## Data under study:
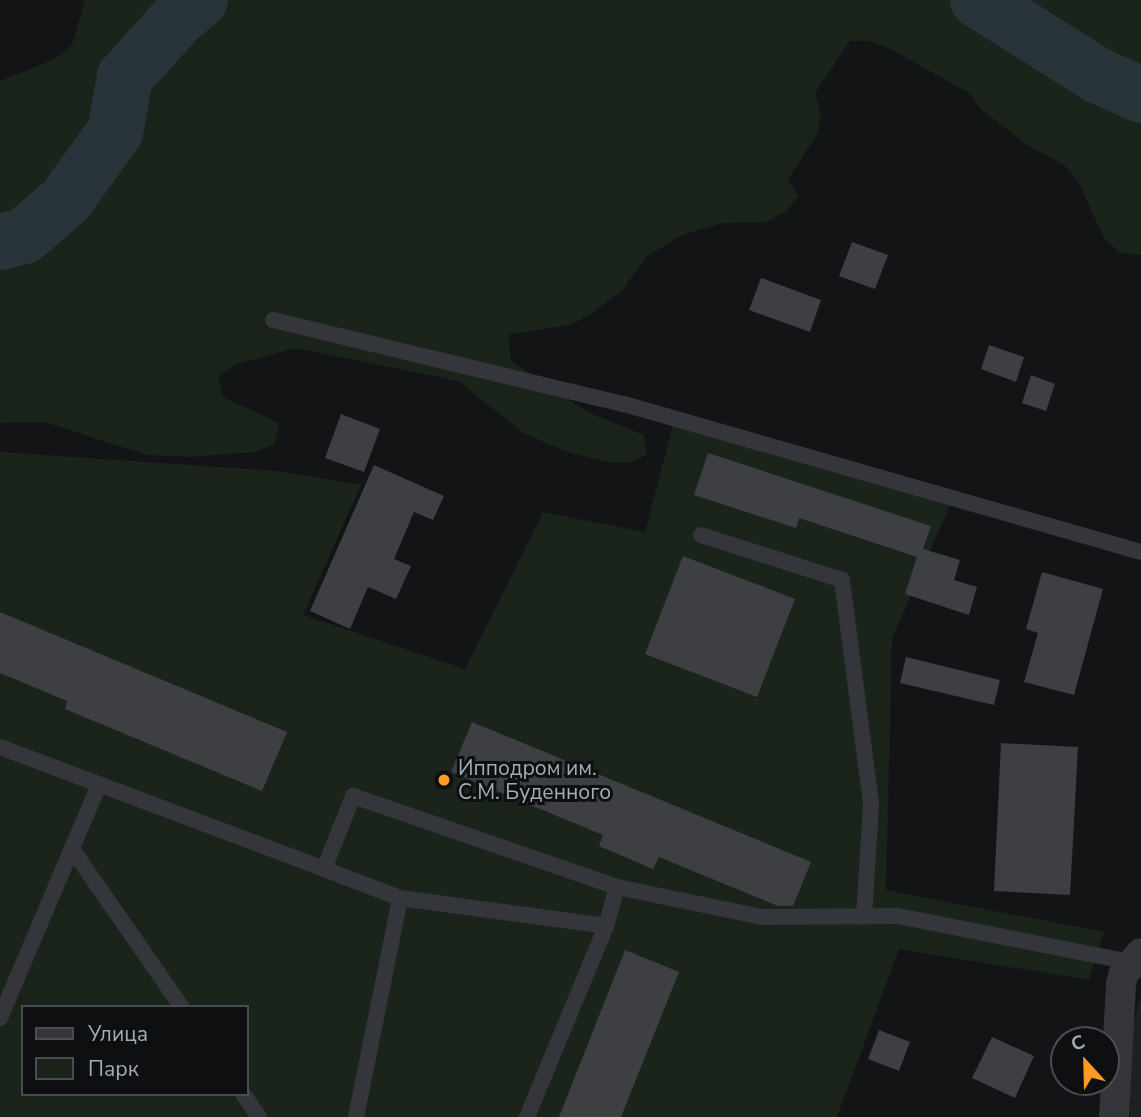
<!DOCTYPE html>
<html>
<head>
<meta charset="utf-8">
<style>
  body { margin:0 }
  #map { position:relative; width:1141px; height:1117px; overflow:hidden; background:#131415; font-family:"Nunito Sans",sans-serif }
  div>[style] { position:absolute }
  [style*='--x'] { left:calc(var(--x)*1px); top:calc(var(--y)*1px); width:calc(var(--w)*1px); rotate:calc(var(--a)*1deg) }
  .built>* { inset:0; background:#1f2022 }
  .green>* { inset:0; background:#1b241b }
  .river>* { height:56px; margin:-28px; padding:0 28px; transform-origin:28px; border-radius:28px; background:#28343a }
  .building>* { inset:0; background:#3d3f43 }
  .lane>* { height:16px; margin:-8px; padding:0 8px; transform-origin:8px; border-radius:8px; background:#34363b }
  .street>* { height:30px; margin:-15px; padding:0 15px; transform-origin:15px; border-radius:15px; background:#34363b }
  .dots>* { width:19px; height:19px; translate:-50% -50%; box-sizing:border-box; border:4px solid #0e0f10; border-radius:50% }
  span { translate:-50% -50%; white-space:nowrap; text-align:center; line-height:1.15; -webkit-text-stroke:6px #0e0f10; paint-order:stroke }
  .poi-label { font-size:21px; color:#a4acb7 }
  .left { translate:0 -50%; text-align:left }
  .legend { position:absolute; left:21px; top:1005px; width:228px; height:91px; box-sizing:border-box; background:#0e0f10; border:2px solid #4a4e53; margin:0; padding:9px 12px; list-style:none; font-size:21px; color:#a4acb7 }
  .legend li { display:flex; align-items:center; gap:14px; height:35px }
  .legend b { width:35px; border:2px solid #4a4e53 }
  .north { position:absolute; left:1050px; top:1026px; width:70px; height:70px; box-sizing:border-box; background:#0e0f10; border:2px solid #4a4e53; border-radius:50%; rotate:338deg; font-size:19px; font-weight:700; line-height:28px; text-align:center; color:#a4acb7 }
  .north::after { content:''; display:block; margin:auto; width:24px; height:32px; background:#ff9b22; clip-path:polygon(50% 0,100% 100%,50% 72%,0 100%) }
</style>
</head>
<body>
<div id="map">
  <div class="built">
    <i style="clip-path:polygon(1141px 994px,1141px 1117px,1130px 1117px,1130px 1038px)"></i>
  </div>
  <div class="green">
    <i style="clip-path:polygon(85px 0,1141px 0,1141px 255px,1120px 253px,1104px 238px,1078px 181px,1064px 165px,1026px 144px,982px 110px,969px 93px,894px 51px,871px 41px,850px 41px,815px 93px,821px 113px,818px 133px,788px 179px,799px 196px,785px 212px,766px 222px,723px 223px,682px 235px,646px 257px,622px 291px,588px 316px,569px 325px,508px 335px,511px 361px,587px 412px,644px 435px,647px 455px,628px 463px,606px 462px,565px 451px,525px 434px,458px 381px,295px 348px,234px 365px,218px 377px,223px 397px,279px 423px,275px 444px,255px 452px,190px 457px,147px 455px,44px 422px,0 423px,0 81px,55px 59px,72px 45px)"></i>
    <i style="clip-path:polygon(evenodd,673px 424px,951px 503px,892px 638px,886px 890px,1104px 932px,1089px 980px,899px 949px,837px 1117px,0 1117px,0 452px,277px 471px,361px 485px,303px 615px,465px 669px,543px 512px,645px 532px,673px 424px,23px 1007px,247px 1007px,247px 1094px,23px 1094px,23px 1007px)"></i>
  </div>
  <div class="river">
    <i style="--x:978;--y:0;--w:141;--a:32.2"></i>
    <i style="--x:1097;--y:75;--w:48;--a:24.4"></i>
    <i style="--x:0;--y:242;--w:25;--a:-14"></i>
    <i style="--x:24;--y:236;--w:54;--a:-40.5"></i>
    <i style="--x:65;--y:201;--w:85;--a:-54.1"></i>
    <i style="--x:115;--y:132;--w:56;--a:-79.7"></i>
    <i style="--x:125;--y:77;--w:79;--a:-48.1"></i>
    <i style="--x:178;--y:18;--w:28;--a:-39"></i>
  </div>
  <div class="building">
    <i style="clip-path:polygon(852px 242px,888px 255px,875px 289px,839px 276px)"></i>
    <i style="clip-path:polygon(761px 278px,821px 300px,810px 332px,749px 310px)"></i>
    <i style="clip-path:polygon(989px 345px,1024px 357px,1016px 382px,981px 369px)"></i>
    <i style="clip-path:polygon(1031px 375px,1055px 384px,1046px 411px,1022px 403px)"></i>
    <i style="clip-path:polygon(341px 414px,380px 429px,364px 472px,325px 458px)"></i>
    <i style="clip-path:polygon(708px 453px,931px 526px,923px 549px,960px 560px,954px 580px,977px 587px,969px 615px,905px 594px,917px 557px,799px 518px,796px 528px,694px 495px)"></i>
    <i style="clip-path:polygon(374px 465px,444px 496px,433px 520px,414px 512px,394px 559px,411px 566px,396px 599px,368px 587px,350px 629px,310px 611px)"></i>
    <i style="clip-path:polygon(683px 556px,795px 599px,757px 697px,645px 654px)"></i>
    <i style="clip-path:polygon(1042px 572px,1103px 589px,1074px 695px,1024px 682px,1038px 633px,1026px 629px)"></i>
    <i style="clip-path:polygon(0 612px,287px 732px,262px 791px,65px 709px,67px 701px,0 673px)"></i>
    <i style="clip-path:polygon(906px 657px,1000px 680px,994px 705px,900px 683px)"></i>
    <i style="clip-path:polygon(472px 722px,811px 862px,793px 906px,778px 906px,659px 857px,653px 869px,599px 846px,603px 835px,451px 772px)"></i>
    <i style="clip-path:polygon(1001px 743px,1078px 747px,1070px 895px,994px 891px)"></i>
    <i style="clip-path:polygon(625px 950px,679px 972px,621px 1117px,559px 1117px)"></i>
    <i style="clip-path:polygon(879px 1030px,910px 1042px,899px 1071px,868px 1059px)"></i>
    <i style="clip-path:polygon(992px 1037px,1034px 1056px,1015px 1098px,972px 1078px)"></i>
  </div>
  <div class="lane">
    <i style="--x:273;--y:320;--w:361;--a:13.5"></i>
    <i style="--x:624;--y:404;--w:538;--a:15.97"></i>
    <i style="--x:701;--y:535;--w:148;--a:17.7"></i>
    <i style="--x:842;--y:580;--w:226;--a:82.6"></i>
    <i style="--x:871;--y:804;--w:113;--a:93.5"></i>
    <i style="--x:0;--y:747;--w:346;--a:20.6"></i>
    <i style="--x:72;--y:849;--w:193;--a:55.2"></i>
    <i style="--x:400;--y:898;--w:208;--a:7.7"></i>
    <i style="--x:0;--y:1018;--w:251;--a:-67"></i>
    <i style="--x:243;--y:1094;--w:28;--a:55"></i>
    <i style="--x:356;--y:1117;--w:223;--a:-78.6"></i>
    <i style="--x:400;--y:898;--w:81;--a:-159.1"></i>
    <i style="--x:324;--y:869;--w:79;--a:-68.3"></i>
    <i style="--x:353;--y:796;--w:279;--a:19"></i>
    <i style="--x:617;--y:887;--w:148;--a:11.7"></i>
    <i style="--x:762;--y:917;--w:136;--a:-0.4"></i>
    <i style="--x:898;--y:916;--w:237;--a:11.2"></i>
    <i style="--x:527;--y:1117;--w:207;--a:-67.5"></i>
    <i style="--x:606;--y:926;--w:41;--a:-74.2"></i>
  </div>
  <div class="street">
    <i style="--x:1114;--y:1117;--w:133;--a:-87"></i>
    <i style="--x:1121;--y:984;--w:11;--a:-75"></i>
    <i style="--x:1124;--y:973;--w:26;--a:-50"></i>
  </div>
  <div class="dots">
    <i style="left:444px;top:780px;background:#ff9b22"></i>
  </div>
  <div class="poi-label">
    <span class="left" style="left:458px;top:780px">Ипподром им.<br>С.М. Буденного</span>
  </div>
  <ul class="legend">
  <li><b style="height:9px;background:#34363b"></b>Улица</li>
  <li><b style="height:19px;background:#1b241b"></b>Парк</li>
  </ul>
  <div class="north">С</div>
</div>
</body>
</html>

* * *

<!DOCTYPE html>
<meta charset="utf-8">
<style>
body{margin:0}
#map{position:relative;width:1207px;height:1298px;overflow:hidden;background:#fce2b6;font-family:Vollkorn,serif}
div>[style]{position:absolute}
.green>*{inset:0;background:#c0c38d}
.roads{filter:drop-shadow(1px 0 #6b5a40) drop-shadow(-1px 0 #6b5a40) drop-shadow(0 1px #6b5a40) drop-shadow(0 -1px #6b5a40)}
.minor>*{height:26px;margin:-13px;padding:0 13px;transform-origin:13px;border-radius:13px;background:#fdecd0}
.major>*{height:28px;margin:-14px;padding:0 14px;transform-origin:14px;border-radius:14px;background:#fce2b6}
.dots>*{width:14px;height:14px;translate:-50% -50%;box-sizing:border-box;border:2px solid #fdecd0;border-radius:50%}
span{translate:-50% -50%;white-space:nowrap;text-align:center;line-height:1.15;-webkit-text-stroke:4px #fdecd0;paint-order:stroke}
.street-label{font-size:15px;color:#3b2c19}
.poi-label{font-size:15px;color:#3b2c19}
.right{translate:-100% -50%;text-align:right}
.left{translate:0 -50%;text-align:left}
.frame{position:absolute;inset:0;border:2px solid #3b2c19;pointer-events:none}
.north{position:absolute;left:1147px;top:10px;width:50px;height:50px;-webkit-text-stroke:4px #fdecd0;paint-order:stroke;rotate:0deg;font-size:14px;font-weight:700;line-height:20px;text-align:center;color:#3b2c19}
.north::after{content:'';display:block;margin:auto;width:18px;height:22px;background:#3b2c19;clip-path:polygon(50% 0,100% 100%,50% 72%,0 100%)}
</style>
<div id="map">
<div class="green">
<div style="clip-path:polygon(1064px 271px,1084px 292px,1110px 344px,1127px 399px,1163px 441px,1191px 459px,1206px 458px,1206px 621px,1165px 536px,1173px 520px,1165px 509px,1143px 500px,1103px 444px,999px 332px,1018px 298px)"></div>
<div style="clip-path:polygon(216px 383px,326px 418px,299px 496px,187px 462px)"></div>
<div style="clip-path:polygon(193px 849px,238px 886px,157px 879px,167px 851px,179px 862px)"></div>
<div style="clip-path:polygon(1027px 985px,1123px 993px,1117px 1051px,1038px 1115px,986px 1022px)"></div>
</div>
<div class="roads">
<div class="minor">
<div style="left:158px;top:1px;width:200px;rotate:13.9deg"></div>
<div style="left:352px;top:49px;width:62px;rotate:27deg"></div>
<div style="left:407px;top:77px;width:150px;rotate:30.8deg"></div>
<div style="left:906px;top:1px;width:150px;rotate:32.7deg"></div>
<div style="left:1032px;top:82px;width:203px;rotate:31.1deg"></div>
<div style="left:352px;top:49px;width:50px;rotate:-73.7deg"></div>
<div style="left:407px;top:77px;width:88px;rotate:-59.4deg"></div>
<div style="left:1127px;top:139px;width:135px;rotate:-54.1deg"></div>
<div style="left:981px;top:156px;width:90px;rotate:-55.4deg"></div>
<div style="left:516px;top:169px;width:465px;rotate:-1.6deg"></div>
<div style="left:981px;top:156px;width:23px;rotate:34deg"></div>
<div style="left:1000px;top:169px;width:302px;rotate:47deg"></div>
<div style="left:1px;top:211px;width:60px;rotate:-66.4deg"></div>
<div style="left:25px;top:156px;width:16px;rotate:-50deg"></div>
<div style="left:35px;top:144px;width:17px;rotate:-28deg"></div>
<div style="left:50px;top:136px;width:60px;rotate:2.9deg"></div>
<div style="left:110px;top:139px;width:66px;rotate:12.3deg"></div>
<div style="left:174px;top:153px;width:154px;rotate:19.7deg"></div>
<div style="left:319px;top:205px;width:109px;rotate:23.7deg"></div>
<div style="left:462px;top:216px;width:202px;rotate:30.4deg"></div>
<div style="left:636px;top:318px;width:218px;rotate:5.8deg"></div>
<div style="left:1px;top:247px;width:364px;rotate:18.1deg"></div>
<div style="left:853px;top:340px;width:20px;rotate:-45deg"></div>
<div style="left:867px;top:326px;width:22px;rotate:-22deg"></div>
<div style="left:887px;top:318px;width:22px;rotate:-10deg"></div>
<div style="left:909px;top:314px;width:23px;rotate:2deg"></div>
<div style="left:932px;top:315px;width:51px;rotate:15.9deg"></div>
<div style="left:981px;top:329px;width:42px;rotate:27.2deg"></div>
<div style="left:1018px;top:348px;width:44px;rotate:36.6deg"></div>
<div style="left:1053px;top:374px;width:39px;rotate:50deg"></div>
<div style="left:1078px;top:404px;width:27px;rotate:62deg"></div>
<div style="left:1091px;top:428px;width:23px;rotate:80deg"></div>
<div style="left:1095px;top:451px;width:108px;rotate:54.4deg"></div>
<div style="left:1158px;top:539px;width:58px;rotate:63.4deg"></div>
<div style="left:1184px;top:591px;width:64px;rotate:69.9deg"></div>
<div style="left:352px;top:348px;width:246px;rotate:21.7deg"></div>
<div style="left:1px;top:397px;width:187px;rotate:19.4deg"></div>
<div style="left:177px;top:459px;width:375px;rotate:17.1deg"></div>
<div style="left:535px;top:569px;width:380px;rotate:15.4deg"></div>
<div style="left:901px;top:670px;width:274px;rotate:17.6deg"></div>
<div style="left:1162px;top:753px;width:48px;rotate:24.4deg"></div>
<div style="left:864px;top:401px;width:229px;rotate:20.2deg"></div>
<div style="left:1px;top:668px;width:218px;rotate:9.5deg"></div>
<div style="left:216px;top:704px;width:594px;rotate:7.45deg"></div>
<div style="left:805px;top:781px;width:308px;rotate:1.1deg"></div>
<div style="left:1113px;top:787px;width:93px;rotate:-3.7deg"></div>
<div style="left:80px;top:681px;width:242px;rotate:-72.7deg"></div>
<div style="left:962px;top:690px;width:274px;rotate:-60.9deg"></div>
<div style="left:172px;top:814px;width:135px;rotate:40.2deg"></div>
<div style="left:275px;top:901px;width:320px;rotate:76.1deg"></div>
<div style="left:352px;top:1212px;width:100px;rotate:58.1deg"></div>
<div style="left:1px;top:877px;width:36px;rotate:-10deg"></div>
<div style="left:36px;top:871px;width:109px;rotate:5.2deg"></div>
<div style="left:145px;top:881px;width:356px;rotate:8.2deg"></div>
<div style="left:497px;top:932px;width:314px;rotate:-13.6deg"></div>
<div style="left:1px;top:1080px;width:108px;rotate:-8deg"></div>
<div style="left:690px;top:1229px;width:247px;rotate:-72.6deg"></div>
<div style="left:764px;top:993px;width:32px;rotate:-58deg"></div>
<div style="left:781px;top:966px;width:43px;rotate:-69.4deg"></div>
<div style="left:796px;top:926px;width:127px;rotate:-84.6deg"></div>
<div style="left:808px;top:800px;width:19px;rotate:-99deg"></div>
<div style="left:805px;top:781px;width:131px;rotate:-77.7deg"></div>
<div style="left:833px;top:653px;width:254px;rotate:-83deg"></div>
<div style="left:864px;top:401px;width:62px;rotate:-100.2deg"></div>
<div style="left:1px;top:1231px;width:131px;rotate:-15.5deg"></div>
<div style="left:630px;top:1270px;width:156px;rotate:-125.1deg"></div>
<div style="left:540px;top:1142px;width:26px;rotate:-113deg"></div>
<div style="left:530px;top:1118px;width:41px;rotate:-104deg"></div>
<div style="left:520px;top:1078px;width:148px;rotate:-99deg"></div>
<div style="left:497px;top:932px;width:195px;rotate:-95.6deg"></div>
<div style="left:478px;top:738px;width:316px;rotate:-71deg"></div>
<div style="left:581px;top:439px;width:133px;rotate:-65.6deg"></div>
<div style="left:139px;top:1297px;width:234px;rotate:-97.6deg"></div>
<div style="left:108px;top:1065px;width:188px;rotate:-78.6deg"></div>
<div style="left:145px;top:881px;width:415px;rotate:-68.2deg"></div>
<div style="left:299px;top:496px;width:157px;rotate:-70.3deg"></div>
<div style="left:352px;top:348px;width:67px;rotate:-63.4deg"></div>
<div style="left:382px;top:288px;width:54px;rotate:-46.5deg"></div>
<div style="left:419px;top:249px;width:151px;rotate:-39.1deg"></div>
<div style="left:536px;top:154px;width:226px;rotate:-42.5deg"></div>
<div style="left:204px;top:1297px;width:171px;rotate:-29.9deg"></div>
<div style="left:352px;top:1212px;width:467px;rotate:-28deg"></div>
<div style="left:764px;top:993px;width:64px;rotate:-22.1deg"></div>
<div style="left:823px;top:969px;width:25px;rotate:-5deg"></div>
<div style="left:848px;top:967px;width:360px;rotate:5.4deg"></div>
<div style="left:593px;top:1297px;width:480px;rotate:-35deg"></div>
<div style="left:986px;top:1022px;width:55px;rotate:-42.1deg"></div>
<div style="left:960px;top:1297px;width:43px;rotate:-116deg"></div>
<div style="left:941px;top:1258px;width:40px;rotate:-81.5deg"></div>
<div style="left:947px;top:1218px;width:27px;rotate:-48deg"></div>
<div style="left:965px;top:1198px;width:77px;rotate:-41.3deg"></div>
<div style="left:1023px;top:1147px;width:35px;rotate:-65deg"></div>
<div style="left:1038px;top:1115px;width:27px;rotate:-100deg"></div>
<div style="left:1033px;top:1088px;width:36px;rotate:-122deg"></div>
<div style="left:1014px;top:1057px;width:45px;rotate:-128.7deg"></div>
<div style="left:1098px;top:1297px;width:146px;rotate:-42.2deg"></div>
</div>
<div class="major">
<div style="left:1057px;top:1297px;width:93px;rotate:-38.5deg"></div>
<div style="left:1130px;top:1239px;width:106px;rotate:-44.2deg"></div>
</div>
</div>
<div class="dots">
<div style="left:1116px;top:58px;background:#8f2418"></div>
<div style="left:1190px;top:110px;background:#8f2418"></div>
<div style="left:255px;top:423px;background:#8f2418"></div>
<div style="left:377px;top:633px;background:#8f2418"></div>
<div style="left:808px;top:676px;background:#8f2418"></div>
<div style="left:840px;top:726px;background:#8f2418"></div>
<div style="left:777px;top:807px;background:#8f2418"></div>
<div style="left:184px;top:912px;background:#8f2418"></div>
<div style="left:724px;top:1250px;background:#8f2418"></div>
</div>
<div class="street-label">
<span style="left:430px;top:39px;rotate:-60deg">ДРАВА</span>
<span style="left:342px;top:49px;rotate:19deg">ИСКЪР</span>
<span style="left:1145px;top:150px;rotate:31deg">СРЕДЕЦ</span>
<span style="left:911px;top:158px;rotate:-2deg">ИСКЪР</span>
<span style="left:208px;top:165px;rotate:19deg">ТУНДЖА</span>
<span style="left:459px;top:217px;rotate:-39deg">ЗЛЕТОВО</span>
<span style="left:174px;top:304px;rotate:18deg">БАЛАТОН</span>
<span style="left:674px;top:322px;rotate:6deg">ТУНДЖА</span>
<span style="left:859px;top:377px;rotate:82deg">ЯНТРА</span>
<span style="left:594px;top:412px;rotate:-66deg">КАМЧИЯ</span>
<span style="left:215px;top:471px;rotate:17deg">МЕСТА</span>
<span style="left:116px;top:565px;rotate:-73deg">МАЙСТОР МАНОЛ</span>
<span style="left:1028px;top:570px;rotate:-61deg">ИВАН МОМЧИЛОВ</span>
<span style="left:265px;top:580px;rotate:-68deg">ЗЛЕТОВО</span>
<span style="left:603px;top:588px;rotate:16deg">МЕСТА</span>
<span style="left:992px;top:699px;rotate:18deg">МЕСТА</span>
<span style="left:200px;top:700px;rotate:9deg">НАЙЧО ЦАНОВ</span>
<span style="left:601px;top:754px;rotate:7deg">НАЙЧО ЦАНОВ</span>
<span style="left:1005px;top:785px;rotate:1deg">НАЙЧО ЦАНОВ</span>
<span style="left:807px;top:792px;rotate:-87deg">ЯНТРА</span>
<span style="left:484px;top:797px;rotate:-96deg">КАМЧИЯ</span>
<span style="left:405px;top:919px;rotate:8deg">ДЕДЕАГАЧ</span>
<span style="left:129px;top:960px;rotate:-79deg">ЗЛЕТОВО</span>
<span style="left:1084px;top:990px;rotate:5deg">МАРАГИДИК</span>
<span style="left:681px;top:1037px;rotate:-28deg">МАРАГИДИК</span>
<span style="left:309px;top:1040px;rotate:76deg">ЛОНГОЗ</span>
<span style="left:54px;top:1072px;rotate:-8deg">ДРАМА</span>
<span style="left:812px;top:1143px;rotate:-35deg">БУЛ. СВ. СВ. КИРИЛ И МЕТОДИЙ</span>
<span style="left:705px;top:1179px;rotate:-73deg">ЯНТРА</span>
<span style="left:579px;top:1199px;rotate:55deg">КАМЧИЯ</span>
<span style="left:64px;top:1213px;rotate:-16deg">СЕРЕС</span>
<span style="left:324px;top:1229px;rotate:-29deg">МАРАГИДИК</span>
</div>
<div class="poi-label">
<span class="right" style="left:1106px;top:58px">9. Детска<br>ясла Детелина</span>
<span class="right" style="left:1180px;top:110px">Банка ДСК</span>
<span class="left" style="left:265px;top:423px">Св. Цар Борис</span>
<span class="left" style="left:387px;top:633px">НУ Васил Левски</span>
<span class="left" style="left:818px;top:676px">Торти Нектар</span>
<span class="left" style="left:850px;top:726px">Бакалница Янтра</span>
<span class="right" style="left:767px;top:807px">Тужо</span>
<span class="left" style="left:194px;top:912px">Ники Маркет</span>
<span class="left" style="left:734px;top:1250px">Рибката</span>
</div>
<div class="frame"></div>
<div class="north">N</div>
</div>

## Task details:
The required answer is each line of the data in which the word "html" appears.

## Answer section:
<!DOCTYPE html>
<html>
</html>
<!DOCTYPE html>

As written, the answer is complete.